_Exercise data_:

★ ★ ★

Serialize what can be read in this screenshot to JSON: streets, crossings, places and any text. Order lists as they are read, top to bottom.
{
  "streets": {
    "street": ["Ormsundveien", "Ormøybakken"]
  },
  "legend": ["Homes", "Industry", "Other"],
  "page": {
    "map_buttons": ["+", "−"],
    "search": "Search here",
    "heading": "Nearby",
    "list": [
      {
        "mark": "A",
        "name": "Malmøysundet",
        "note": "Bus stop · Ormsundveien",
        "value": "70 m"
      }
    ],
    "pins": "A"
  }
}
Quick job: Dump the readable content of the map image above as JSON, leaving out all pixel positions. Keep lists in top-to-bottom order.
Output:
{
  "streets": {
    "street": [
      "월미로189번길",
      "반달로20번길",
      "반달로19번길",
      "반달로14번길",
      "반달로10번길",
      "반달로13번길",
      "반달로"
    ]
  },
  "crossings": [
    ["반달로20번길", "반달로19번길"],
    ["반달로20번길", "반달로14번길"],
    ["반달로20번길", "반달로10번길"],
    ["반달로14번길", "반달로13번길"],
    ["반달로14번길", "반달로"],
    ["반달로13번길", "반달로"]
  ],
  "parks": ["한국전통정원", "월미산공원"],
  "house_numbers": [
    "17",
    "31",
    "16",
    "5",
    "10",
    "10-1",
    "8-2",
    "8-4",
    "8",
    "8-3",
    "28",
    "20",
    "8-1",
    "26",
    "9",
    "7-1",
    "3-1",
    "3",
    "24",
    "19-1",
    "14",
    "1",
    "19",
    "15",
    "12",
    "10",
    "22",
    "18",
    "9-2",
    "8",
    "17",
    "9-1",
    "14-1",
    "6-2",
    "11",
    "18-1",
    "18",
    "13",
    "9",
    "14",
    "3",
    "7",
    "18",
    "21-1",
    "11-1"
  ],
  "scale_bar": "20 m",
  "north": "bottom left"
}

★ ★ ★

_Task_:
Reproduce the records exactly, keeping every line.

_Response below_:
Serialize what can be read in this screenshot to JSON: streets, crossings, places and any text. Order lists as they are read, top to bottom.
{
  "streets": {
    "street": ["Ormsundveien", "Ormøybakken"]
  },
  "legend": ["Homes", "Industry", "Other"],
  "page": {
    "map_buttons": ["+", "−"],
    "search": "Search here",
    "heading": "Nearby",
    "list": [
      {
        "mark": "A",
        "name": "Malmøysundet",
        "note": "Bus stop · Ormsundveien",
        "value": "70 m"
      }
    ],
    "pins": "A"
  }
}
Quick job: Dump the readable content of the map image above as JSON, leaving out all pixel positions. Keep lists in top-to-bottom order.
Output:
{
  "streets": {
    "street": [
      "월미로189번길",
      "반달로20번길",
      "반달로19번길",
      "반달로14번길",
      "반달로10번길",
      "반달로13번길",
      "반달로"
    ]
  },
  "crossings": [
    ["반달로20번길", "반달로19번길"],
    ["반달로20번길", "반달로14번길"],
    ["반달로20번길", "반달로10번길"],
    ["반달로14번길", "반달로13번길"],
    ["반달로14번길", "반달로"],
    ["반달로13번길", "반달로"]
  ],
  "parks": ["한국전통정원", "월미산공원"],
  "house_numbers": [
    "17",
    "31",
    "16",
    "5",
    "10",
    "10-1",
    "8-2",
    "8-4",
    "8",
    "8-3",
    "28",
    "20",
    "8-1",
    "26",
    "9",
    "7-1",
    "3-1",
    "3",
    "24",
    "19-1",
    "14",
    "1",
    "19",
    "15",
    "12",
    "10",
    "22",
    "18",
    "9-2",
    "8",
    "17",
    "9-1",
    "14-1",
    "6-2",
    "11",
    "18-1",
    "18",
    "13",
    "9",
    "14",
    "3",
    "7",
    "18",
    "21-1",
    "11-1"
  ],
  "scale_bar": "20 m",
  "north": "bottom left"
}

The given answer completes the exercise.